Asparagus price bucks norm, spikes during coronavirus pandemic

By Jessie Higgins
Many farmers are receiving their highest price for asparagus in years because of coronavirus-induced market disruptions in top asparagus-producing countries. Photo courtesy of Pixabay
Many farmers are receiving their highest price for asparagus in years because of coronavirus-induced market disruptions in top asparagus-producing countries. Photo courtesy of Pixabay

EVANSVILLE, Ind., May 7 (UPI) -- While most agricultural prices have plummeted during the coronavirus pandemic, the price of asparagus has bucked the trend and shot up.

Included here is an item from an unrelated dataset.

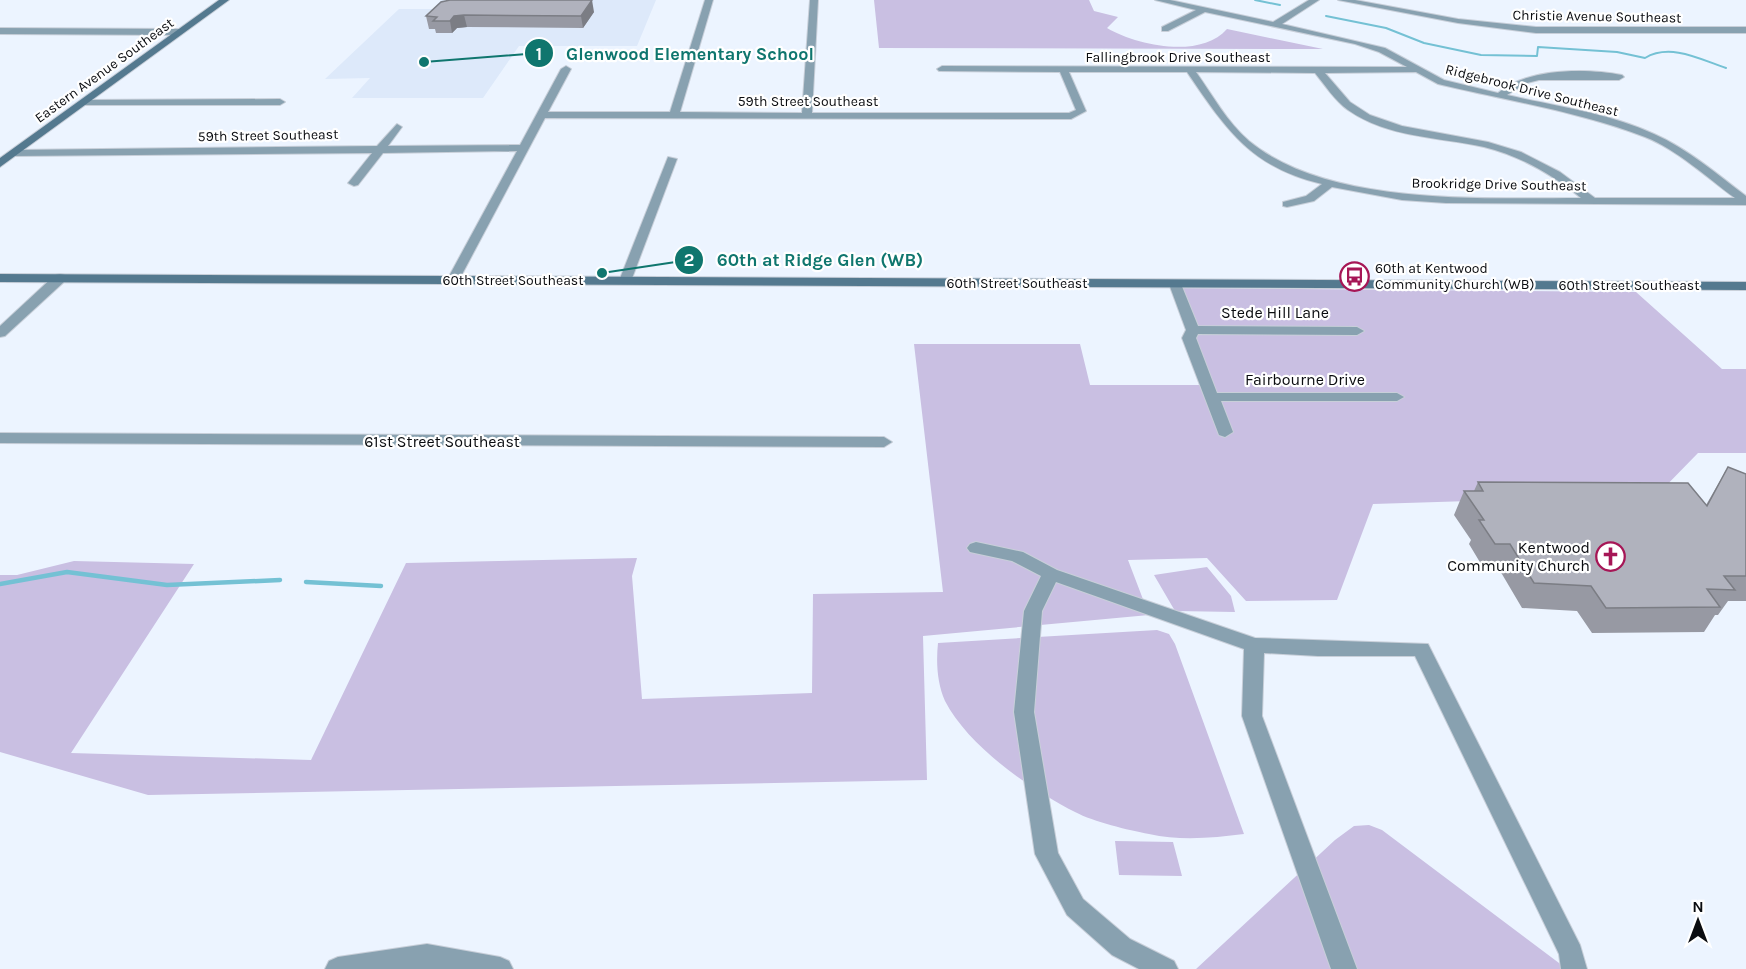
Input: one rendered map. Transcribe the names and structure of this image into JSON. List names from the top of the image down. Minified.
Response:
{"streets":{"main road":["Eastern Avenue Southeast","60th Street Southeast"],"street":["Christie Avenue Southeast","Fallingbrook Drive Southeast","Ridgebrook Drive Southeast","59th Street Southeast","Brookridge Drive Southeast","Stede Hill Lane","Fairbourne Drive","61st Street Southeast"]},"crossings":[["Fallingbrook Drive Southeast","Ridgebrook Drive Southeast"],["Fallingbrook Drive Southeast","59th Street Southeast"],["Fallingbrook Drive Southeast","Brookridge Drive Southeast"],["Eastern Avenue Southeast","59th Street Southeast"],["Ridgebrook Drive Southeast","Brookridge Drive Southeast"]],"places":{"other":["Glenwood Elementary School","60th at Ridge Glen (WB)"],"bus stop":["60th at Kentwood Community Church (WB)"],"church":["Kentwood Community Church"]},"north":"top"}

That's because the majority of the asparagus sold in the United States is grown in Mexico and Peru, and the pandemic has seriously disrupted both those markets.


That leaves American farmers as the country's main providers of asparagus.

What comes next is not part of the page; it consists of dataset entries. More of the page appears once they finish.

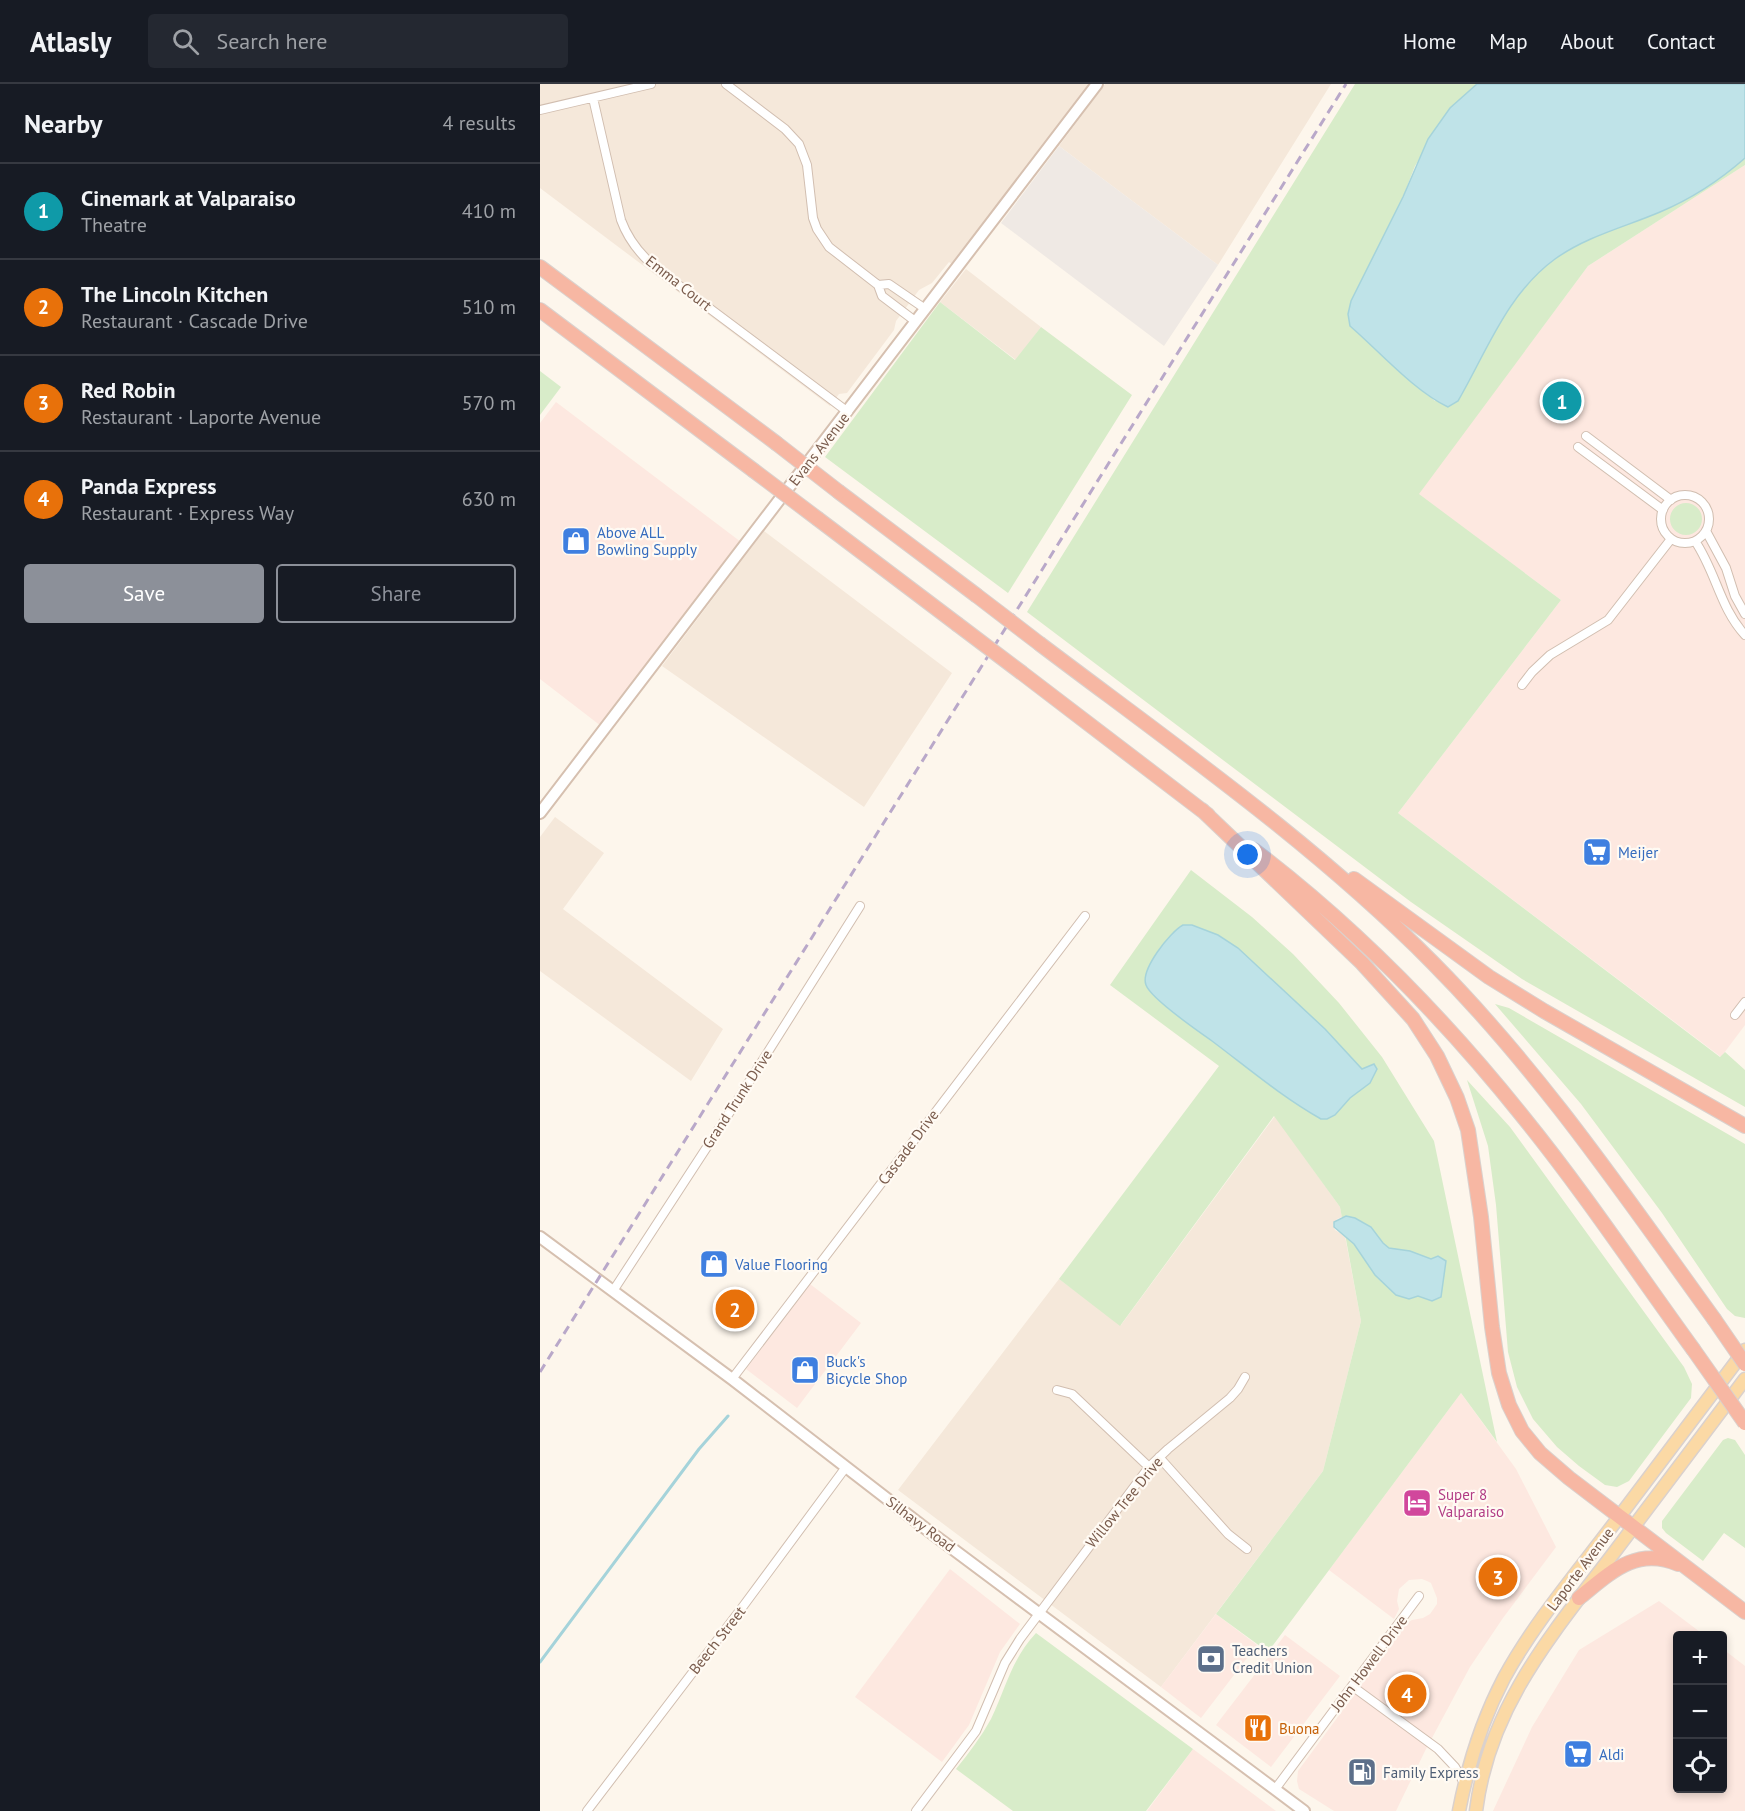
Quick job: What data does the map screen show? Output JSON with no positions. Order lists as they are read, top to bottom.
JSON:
{
  "streets": {
    "main road": ["Laporte Avenue"],
    "street": [
      "Emma Court",
      "Evans Avenue",
      "Grand Trunk Drive",
      "Cascade Drive",
      "Willow Tree Drive",
      "Silhavy Road",
      "Beech Street",
      "John Howell Drive"
    ]
  },
  "crossings": [
    ["Emma Court", "Evans Avenue"],
    ["Grand Trunk Drive", "Silhavy Road"],
    ["Cascade Drive", "Silhavy Road"],
    ["Willow Tree Drive", "Silhavy Road"],
    ["Silhavy Road", "Beech Street"],
    ["Silhavy Road", "John Howell Drive"]
  ],
  "places": {
    "shop": ["Above ALL Bowling Supply", "Value Flooring", "Buck's Bicycle Shop"],
    "supermarket": ["Meijer", "Aldi"],
    "hotel": ["Super 8 Valparaiso"],
    "bank": ["Teachers Credit Union"],
    "restaurant": ["Buona"],
    "fuel station": ["Family Express"]
  },
  "page": {
    "header": "Atlasly",
    "search": "Search here",
    "nav": [
      "Home",
      "Map",
      "About",
      "Contact"
    ],
    "heading": ["Nearby", "4 results"],
    "list": [
      {
        "mark": "1",
        "name": "Cinemark at Valparaiso",
        "note": "Theatre",
        "value": "410 m"
      },
      {
        "mark": "2",
        "name": "The Lincoln Kitchen",
        "note": "Restaurant · Cascade Drive",
        "value": "510 m"
      },
      {
        "mark": "3",
        "name": "Red Robin",
        "note": "Restaurant · Laporte Avenue",
        "value": "570 m"
      },
      {
        "mark": "4",
        "name": "Panda Express",
        "note": "Restaurant · Express Way",
        "value": "630 m"
      }
    ],
    "pins": [
      "1",
      "2",
      "3",
      "4"
    ],
    "buttons": ["Save", "Share"],
    "map_buttons": ["+", "−"]
  }
}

"Prices for fresh asparagus have never been this high for this long," said Alan Schreiber, executive director for the Washington Asparagus Commission, who is an asparagus grower.

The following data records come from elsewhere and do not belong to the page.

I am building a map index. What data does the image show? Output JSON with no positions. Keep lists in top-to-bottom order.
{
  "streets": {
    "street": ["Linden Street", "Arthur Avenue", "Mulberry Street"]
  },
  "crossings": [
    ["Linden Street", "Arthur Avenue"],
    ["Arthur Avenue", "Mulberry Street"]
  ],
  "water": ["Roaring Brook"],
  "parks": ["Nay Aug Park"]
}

Farmers who had not negotiated a price for their crop before the coronavirus struck are receiving more than $60 per 28 pound crate. The open market price last year was closer to $40, Schreiber said.

Higher prices to farmers will not necessarily translate into higher prices for consumers, he noted. About half of the asparagus sold this year already was under contract at prices that are roughly the same as last year's before the virus arrived, he said.


On Wednesday, Target had 1 pound of asparagus advertised for $6.38, while Safeway was selling it for $3.99 a pound. That's high compared to the average national price of $3.08 per pound, as calculated by the U.S. Department of Agriculture in 2016, the most recent year available.

Grocery stores like Whole Foods and Schnucks, however, have asparagus advertised at $2.99 per pound.

"Generally speaking, there is a shortage of asparagus on the market right now," said John Bakker, the executive director of the Michigan Asparagus Advisory Board. "It remains to be seen how long that will last."

That shortage will likely end once Mexico and Peru again are able to supply the United States with asparagus.

Both countries have their own unique coronavirus-induced market disruptions. In Peru, which harvests asparagus year-round, exporters are unable to find planes to ship the vegetable.

"Asparagus from Peru normally comes here in the bellies of passenger planes," Schreiber said. "Those aren't coming, in anymore, and so neither is asparagus."

Meanwhile, Mexico still is able to truck produce across the border, but Mexican farmers are having trouble obtaining labor to cut and package their crops.

"Believe it or not, Mexico needs workers from Central America to come up and cut their asparagus," Schreiber said. "They're not coming in because of the virus, so the flow from Mexico into the United States is down."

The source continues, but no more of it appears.